▶ [The problem]: Pictures must be dropped from the copy of the entries below; all else is returned exactly.

Saved entries
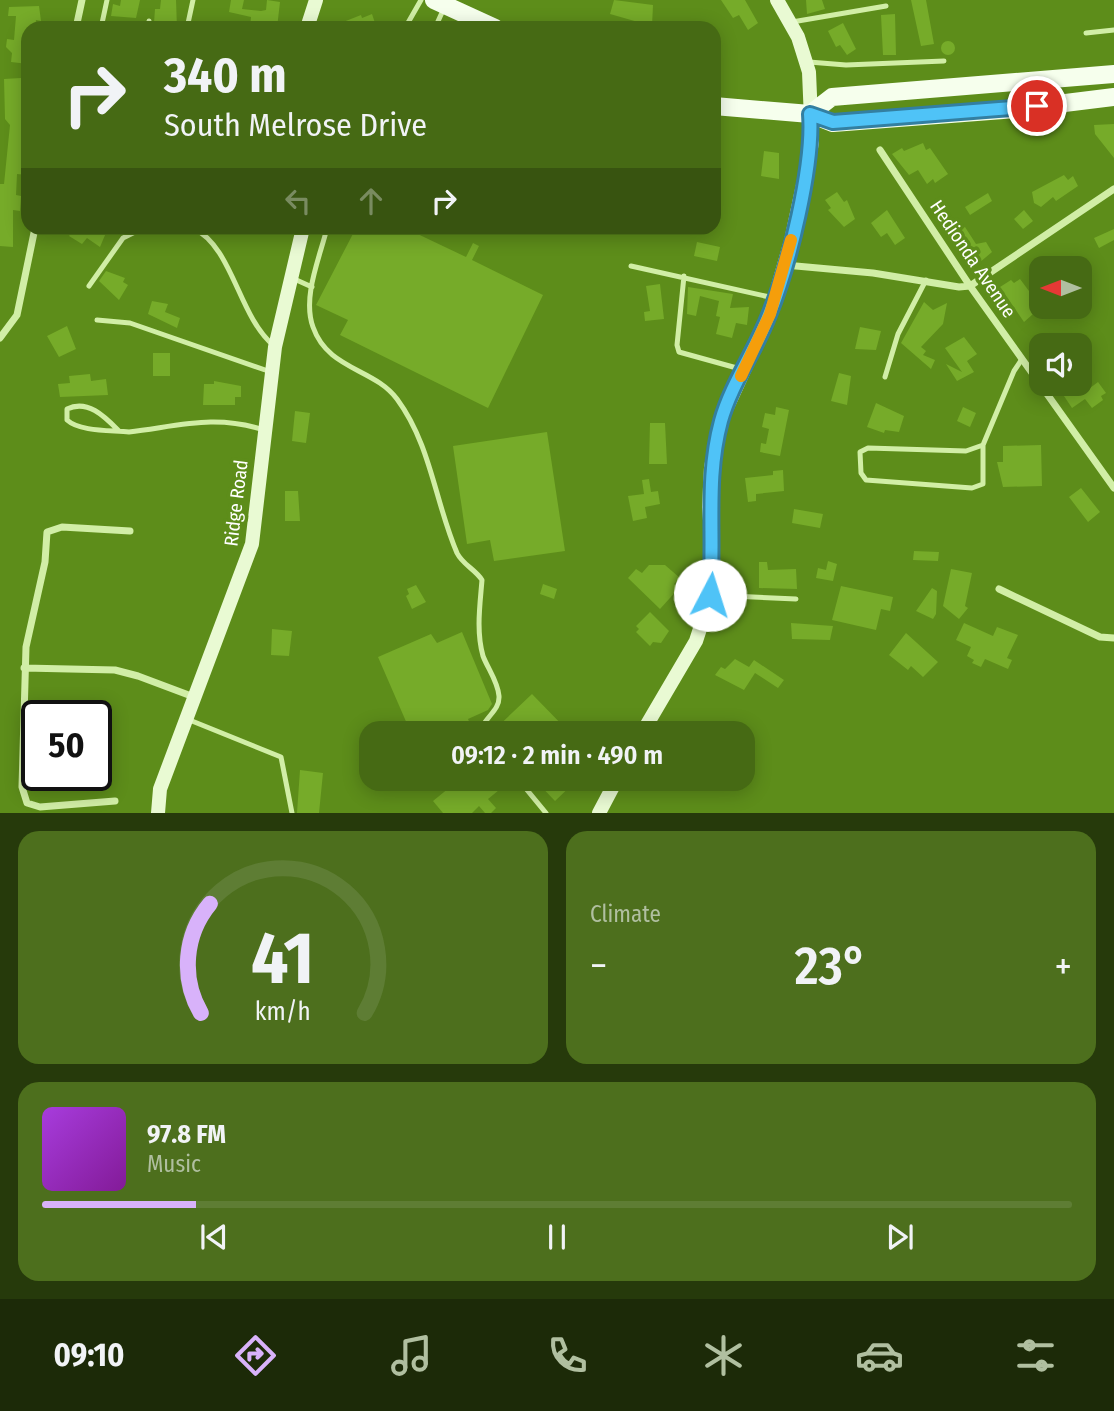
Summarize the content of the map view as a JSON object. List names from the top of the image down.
{
  "streets": {
    "main road": ["Ridge Road"],
    "street": ["Hedionda Avenue"]
  },
  "north": "left",
  "page": {
    "turn": ["340 m", "South Melrose Drive"],
    "limit": "50",
    "trip": "09:12 · 2 min · 490 m",
    "tile": "Climate",
    "heat": ["−", "23°", "+"],
    "song": ["97.8 FM", "Music"],
    "tabs": "09:10",
    "gauge": ["41", "km/h"]
  }
}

▶ [Result of this exercise]:
Summarize the content of the map view as a JSON object. List names from the top of the image down.
{
  "streets": {
    "main road": ["Ridge Road"],
    "street": ["Hedionda Avenue"]
  },
  "north": "left",
  "page": {
    "turn": ["340 m", "South Melrose Drive"],
    "limit": "50",
    "trip": "09:12 · 2 min · 490 m",
    "tile": "Climate",
    "heat": ["−", "23°", "+"],
    "song": ["97.8 FM", "Music"],
    "tabs": "09:10",
    "gauge": ["41", "km/h"]
  }
}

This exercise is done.